= Stored data entries =
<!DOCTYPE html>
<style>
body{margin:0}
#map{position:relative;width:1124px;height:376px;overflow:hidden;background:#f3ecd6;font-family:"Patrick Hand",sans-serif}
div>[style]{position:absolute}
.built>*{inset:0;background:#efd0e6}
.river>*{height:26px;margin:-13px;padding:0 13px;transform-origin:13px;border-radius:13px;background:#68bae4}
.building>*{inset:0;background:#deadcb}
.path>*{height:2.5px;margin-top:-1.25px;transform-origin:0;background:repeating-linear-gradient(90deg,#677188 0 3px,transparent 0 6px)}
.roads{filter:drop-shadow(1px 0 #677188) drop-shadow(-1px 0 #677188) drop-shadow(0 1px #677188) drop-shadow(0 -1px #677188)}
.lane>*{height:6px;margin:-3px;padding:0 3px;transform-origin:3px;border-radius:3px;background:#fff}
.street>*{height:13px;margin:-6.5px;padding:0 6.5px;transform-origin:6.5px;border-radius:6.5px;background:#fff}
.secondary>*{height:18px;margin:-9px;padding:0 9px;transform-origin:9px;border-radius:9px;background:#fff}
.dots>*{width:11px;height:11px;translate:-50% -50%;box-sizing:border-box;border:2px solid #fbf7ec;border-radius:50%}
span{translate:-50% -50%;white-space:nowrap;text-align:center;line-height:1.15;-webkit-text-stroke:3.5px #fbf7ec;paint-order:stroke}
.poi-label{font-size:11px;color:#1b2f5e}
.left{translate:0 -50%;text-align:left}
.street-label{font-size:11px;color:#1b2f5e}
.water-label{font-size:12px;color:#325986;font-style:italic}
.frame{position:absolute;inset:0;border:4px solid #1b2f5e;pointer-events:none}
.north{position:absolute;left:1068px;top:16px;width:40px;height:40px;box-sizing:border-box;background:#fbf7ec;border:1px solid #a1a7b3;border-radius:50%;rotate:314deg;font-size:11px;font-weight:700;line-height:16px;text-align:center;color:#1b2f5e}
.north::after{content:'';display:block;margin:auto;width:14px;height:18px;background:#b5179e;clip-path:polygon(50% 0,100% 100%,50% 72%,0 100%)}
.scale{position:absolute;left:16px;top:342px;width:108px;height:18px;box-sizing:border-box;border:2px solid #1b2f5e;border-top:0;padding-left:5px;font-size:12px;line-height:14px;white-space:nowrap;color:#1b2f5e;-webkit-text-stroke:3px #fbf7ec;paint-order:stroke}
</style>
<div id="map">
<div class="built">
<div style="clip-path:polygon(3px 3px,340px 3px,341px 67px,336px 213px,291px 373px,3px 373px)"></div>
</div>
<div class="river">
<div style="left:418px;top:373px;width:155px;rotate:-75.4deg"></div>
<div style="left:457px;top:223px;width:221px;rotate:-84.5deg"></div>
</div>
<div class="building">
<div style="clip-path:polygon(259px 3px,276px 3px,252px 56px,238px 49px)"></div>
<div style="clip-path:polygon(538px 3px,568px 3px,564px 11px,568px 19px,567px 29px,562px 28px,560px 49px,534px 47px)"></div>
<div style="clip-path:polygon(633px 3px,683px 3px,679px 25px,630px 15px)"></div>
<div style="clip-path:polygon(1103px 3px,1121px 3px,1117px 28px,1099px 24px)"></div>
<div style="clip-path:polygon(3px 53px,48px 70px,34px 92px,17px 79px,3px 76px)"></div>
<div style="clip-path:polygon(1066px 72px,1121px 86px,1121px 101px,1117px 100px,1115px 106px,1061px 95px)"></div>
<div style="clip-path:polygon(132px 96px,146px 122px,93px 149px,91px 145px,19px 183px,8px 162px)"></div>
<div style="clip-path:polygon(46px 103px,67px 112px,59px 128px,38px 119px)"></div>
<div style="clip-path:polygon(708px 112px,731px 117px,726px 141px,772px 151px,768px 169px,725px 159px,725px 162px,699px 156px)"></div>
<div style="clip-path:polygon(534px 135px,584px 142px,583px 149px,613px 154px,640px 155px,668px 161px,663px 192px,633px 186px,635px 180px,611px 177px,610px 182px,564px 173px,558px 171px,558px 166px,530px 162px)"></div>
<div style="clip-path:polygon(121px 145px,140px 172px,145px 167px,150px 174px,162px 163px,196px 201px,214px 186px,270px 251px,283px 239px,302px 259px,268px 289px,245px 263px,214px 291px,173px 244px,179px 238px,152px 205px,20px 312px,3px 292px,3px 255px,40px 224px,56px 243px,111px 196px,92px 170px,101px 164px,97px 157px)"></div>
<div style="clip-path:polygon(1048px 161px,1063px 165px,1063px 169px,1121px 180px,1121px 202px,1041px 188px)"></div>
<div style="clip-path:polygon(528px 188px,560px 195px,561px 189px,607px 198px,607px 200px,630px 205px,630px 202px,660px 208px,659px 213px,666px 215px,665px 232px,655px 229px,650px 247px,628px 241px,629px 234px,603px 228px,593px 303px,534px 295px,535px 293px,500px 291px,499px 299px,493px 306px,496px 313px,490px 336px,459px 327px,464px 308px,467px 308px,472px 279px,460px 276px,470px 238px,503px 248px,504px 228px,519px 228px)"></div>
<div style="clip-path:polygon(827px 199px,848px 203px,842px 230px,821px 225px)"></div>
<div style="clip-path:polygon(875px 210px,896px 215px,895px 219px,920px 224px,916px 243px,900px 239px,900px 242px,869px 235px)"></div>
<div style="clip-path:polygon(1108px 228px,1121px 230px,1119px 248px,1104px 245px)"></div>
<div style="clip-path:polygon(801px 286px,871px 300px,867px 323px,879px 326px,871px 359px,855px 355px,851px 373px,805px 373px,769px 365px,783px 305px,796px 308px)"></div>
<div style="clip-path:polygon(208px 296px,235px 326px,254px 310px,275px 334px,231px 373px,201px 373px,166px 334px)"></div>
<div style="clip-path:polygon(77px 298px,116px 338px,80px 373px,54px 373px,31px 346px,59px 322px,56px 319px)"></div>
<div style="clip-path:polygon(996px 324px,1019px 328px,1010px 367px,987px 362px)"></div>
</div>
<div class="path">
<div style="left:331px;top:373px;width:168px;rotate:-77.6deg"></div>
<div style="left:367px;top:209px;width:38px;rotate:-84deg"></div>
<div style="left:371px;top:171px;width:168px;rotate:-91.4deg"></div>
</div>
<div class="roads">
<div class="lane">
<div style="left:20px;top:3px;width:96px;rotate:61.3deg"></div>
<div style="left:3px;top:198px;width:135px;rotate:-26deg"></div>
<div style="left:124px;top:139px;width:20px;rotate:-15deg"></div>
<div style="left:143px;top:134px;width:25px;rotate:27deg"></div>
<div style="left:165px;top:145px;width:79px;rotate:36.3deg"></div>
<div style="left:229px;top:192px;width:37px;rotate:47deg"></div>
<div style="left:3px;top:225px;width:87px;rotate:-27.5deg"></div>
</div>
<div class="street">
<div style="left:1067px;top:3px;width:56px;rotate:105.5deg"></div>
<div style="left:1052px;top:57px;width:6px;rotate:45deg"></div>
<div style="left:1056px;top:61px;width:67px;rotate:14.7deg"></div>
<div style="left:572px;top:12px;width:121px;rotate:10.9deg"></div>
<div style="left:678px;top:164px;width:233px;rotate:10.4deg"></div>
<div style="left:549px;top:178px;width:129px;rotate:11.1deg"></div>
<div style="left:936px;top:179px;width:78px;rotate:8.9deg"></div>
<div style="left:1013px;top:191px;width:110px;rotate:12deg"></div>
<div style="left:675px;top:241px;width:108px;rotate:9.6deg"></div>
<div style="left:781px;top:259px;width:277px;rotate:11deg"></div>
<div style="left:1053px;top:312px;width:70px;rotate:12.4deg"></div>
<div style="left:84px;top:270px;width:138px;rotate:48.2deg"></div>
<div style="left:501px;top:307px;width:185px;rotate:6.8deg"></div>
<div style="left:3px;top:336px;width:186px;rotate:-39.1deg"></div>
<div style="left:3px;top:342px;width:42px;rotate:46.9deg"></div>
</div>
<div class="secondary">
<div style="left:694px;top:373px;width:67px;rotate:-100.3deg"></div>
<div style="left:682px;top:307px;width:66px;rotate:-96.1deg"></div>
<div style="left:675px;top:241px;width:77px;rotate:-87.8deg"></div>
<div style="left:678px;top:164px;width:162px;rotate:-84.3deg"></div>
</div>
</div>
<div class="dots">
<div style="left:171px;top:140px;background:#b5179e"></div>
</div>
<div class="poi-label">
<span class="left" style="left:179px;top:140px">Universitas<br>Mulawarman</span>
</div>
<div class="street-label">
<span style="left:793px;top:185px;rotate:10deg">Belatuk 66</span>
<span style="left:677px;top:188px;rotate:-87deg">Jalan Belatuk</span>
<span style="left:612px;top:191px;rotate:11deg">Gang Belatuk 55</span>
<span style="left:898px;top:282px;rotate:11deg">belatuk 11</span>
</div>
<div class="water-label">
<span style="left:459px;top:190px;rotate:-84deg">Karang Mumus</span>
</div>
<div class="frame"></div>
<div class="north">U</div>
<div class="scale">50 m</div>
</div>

= What this task involves =
Give the count of lines in the data above holding the word "lane", and nothing beyond it.

= Answer area =
2